HOPKINTON — A microburst that touched down in Hopkinton knocked down several hundred trees Tuesday evening, said National Weather Service meteorologist Michael Cempa.
“We estimated 60 to 80 mile an hour winds,” he said.
A vehicle was also reportedly crushed by a falling tree, but there were no injuries, he said.
The thunder storm that created the microburst crossed into the Hanover and Lebanon area from Vermont earlier on Tuesday and hit Hopkinton shortly after 7:30 p.m., Cempa said. It then made its way southeast across the state before fizzling out in the northwestern area of Rockingham County.

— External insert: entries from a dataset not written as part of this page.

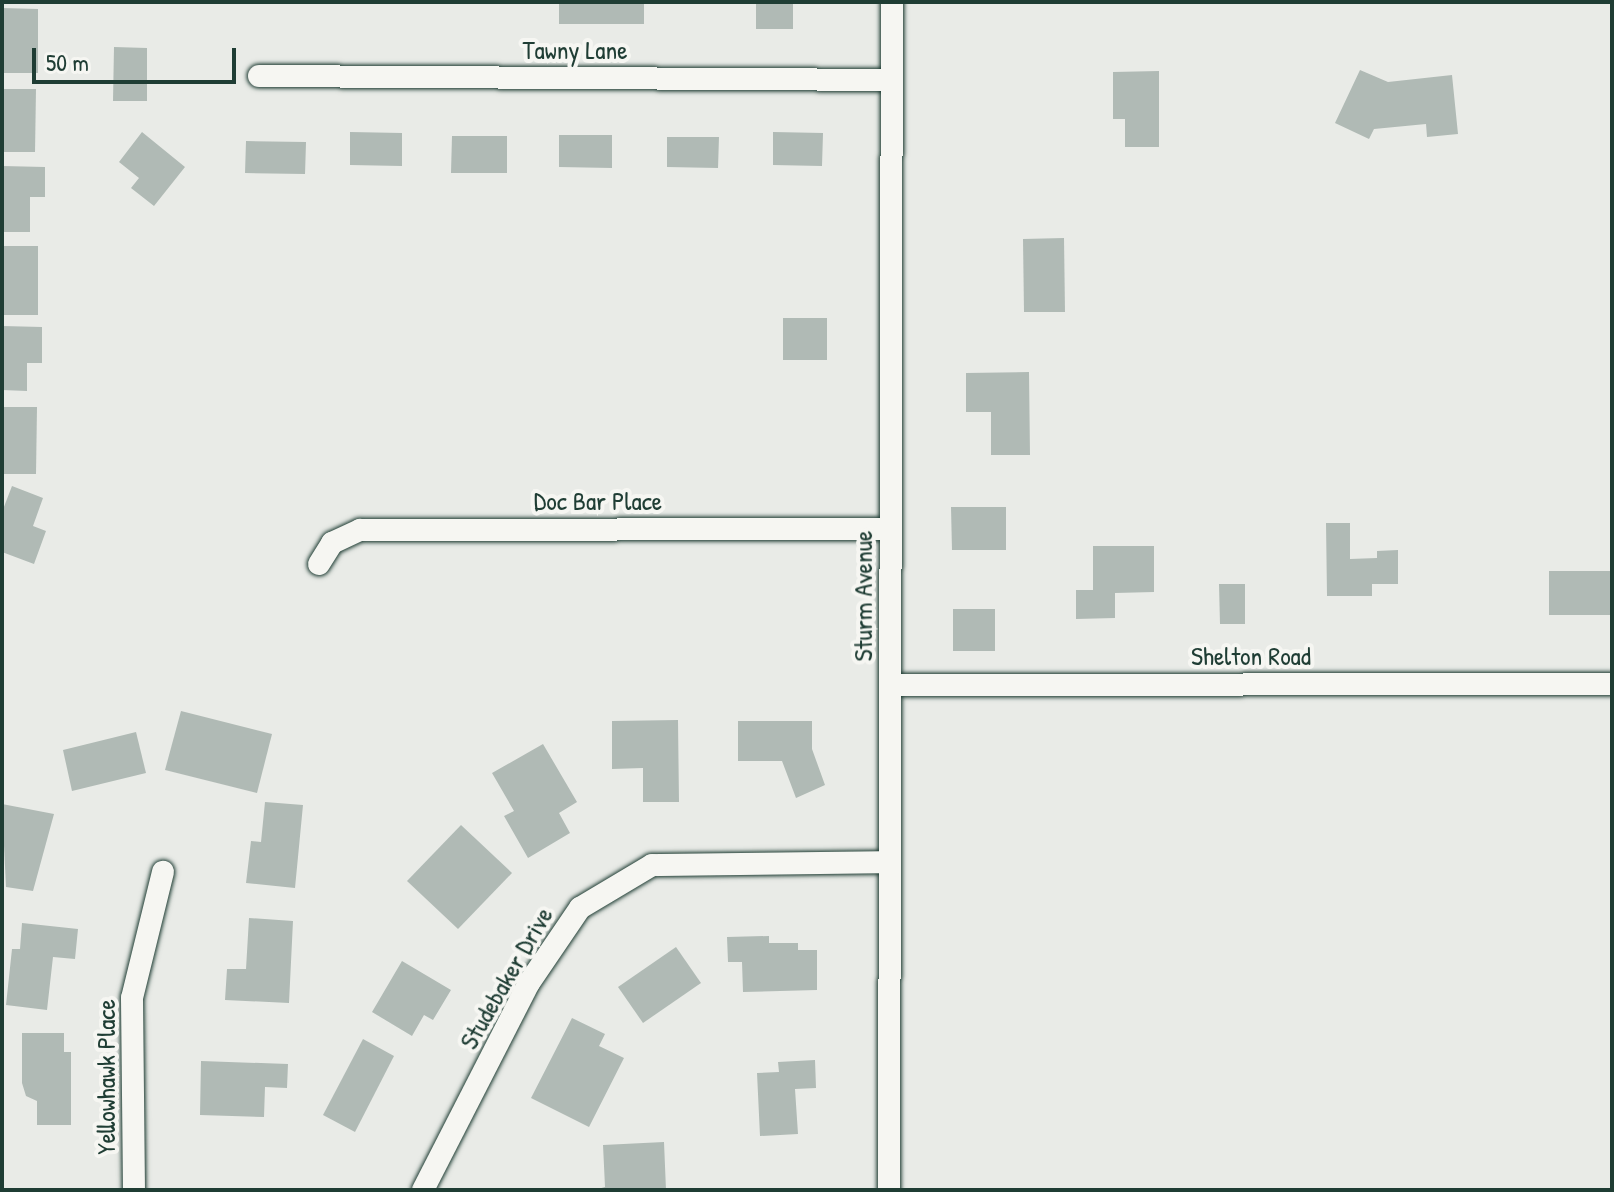 <!DOCTYPE html>
<style>
body{margin:0}
#map{position:relative;width:1614px;height:1192px;overflow:hidden;background:#e9ebe7;font-family:"Patrick Hand",sans-serif}
div>[style]{position:absolute}
.building>*{inset:0;background:#b0bab5}
.roads{filter:drop-shadow(0 0 2px #1f3d34) drop-shadow(0 0 2px #1f3d34)}
.street>*{height:22px;margin:-11px;padding:0 11px;transform-origin:11px;border-radius:11px;background:#f6f6f2}
span{translate:-50% -50%;white-space:nowrap;text-align:center;line-height:1.15;-webkit-text-stroke:8px #f6f6f2;paint-order:stroke}
.street-label{font-size:26px;color:#1f3d34}
.frame{position:absolute;inset:0;border:4px solid #1f3d34;pointer-events:none}
.scale{position:absolute;left:32px;top:48px;width:204px;height:36px;box-sizing:border-box;border:4px solid #1f3d34;border-top:0;padding-left:10px;font-size:24px;line-height:28px;white-space:nowrap;color:#1f3d34;-webkit-text-stroke:6px #f6f6f2;paint-order:stroke}
</style>
<div id="map">
<div class="building">
<i style="clip-path:polygon(559px 2px,644px 2px,644px 24px,559px 24px)"></i>
<i style="clip-path:polygon(756px 2px,793px 2px,793px 29px,756px 29px)"></i>
<i style="clip-path:polygon(2px 8px,38px 9px,38px 73px,2px 73px)"></i>
<i style="clip-path:polygon(114px 47px,147px 48px,147px 101px,113px 101px)"></i>
<i style="clip-path:polygon(1360px 70px,1388px 82px,1452px 75px,1458px 134px,1427px 137px,1426px 124px,1374px 129px,1369px 139px,1335px 123px)"></i>
<i style="clip-path:polygon(1159px 71px,1159px 147px,1125px 147px,1125px 119px,1113px 119px,1113px 72px)"></i>
<i style="clip-path:polygon(2px 89px,36px 89px,35px 152px,2px 152px)"></i>
<i style="clip-path:polygon(142px 132px,185px 167px,154px 206px,131px 188px,139px 178px,119px 162px)"></i>
<i style="clip-path:polygon(350px 132px,402px 133px,402px 166px,350px 165px)"></i>
<i style="clip-path:polygon(773px 132px,823px 133px,822px 166px,773px 165px)"></i>
<i style="clip-path:polygon(559px 135px,612px 135px,612px 168px,559px 167px)"></i>
<i style="clip-path:polygon(452px 136px,507px 136px,507px 173px,451px 173px)"></i>
<i style="clip-path:polygon(667px 137px,719px 137px,718px 168px,667px 167px)"></i>
<i style="clip-path:polygon(246px 141px,306px 142px,305px 174px,245px 173px)"></i>
<i style="clip-path:polygon(2px 166px,45px 167px,45px 197px,30px 197px,30px 232px,2px 232px)"></i>
<i style="clip-path:polygon(1064px 238px,1065px 312px,1024px 312px,1023px 239px)"></i>
<i style="clip-path:polygon(2px 246px,38px 246px,38px 315px,2px 315px)"></i>
<i style="clip-path:polygon(783px 318px,827px 318px,827px 360px,783px 360px)"></i>
<i style="clip-path:polygon(2px 326px,42px 327px,42px 363px,27px 363px,27px 391px,2px 390px)"></i>
<i style="clip-path:polygon(1029px 372px,1030px 455px,991px 455px,991px 412px,966px 412px,966px 373px)"></i>
<i style="clip-path:polygon(2px 407px,37px 407px,36px 474px,2px 474px)"></i>
<i style="clip-path:polygon(12px 486px,43px 498px,33px 526px,46px 531px,34px 564px,2px 552px,2px 512px)"></i>
<i style="clip-path:polygon(951px 507px,1006px 507px,1006px 550px,952px 550px)"></i>
<i style="clip-path:polygon(1326px 523px,1350px 523px,1350px 559px,1377px 558px,1377px 551px,1398px 550px,1398px 584px,1372px 584px,1372px 596px,1327px 596px)"></i>
<i style="clip-path:polygon(1093px 546px,1154px 546px,1154px 592px,1115px 593px,1115px 618px,1076px 619px,1076px 590px,1093px 590px)"></i>
<i style="clip-path:polygon(1549px 571px,1612px 571px,1612px 615px,1549px 615px)"></i>
<i style="clip-path:polygon(1219px 584px,1245px 584px,1245px 624px,1220px 624px)"></i>
<i style="clip-path:polygon(953px 609px,995px 609px,995px 651px,953px 651px)"></i>
<i style="clip-path:polygon(181px 711px,272px 734px,257px 793px,165px 770px)"></i>
<i style="clip-path:polygon(678px 720px,679px 802px,643px 802px,643px 768px,612px 769px,612px 721px)"></i>
<i style="clip-path:polygon(738px 721px,812px 721px,812px 749px,825px 785px,796px 798px,782px 761px,738px 761px)"></i>
<i style="clip-path:polygon(136px 732px,146px 773px,72px 791px,63px 750px)"></i>
<i style="clip-path:polygon(543px 744px,577px 802px,559px 813px,570px 833px,528px 858px,504px 816px,514px 811px,492px 773px)"></i>
<i style="clip-path:polygon(265px 802px,303px 805px,295px 888px,246px 883px,251px 841px,261px 842px)"></i>
<i style="clip-path:polygon(2px 804px,54px 814px,33px 891px,6px 887px)"></i>
<i style="clip-path:polygon(461px 825px,512px 873px,458px 929px,407px 881px)"></i>
<i style="clip-path:polygon(249px 918px,293px 921px,289px 1003px,225px 1000px,227px 969px,246px 969px)"></i>
<i style="clip-path:polygon(22px 923px,78px 929px,75px 959px,53px 957px,47px 1010px,6px 1005px,12px 949px,20px 949px)"></i>
<i style="clip-path:polygon(769px 936px,769px 943px,798px 943px,798px 950px,817px 950px,817px 990px,743px 992px,742px 962px,728px 962px,727px 937px)"></i>
<i style="clip-path:polygon(676px 947px,701px 983px,643px 1023px,618px 987px)"></i>
<i style="clip-path:polygon(402px 961px,451px 990px,433px 1020px,424px 1015px,412px 1036px,372px 1012px)"></i>
<i style="clip-path:polygon(572px 1018px,605px 1034px,599px 1046px,624px 1058px,589px 1127px,531px 1098px)"></i>
<i style="clip-path:polygon(22px 1033px,64px 1033px,64px 1052px,71px 1052px,71px 1125px,37px 1125px,37px 1101px,26px 1096px,22px 1083px)"></i>
<i style="clip-path:polygon(363px 1039px,394px 1056px,355px 1132px,323px 1115px)"></i>
<i style="clip-path:polygon(815px 1060px,816px 1088px,795px 1089px,798px 1134px,760px 1136px,757px 1073px,779px 1072px,778px 1062px)"></i>
<i style="clip-path:polygon(201px 1061px,288px 1064px,287px 1088px,265px 1087px,264px 1117px,200px 1115px)"></i>
<i style="clip-path:polygon(664px 1142px,666px 1190px,594px 1190px,605px 1187px,603px 1145px)"></i>
</div>
<div class="roads">
<div class="street">
<i style="left:259px;top:76px;width:632px;rotate:0.36deg"></i>
<i style="left:319px;top:564px;width:25px;rotate:-58deg"></i>
<i style="left:332px;top:543px;width:31px;rotate:-25deg"></i>
<i style="left:360px;top:530px;width:531px;rotate:-0.11deg"></i>
<i style="left:891px;top:685px;width:721px;rotate:-0.08deg"></i>
<i style="left:134px;top:1190px;width:192px;rotate:-90.6deg"></i>
<i style="left:132px;top:998px;width:130px;rotate:-76.2deg"></i>
<i style="left:423px;top:1190px;width:233px;rotate:-62.9deg"></i>
<i style="left:529px;top:983px;width:91px;rotate:-55.8deg"></i>
<i style="left:580px;top:908px;width:84px;rotate:-30.8deg"></i>
<i style="left:652px;top:865px;width:237px;rotate:-0.7deg"></i>
<i style="left:889px;top:1190px;width:1188px;rotate:-89.86deg"></i>
</div>
</div>
<div class="street-label">
<span style="left:575px;top:50px">Tawny Lane</span>
<span style="left:598px;top:501px">Doc Bar Place</span>
<span style="left:863px;top:596px;rotate:-90deg">Sturm Avenue</span>
<span style="left:1251px;top:656px">Shelton Road</span>
<span style="left:506px;top:978px;rotate:-60deg">Studebaker Drive</span>
<span style="left:106px;top:1077px;rotate:-90deg">Yellowhawk Place</span>
</div>
<div class="frame"></div>
<div class="scale">50 m</div>
</div>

“It was a line of thunderstorms that drew straight-line winds,” Cempa said. “It’s just air that comes falling down out of the thunder storm all at once and impacts with the ground and (the air) pushes out (in different directions). It technically goes in all directions of the storm, but the worst of it goes in the direction the storm is moving.”
College Hill Road resident Pauline Meridien was at home with her husband, Walter England, when the storm hit.
“It’s amazing how huge these trees are,” she said. “It was just awful. We had a 60 foot blue spruce that came down next to the house.
“It was so powerful. I never experienced anything so strong. It was quite intense and so quick, about 10 minutes it was over, quite amazing,” Meridien said.
Meridien is the founder and executive director of Back in the Saddle on College Hill Road, an equestrian therapeutic ranch for people with disabilities.
Her son and daughter-in-law Matt and Jen Maloney live next door with their children Julia, 6, and Brady, 7. Her son took his family into his basement.
Four large pine trees fell around her son’s house but did not damage it, she said.
She was concerned Wednesday for the eight horses on the farm, which are watered via an electric powered hose.
Since many of the downed trees knocked out the power for the area, about 30 volunteers spent the day hacking away at trees to clear a path to the pond.
PSNH workers replaced a transformer on College Hill Road Wednesday, but did not remove any of the trees, she said, giving Meriden the impression they are in for a long power outage.
“It’s time to make do with what we can. We are eating everything in the refrigerator tonight,” she said.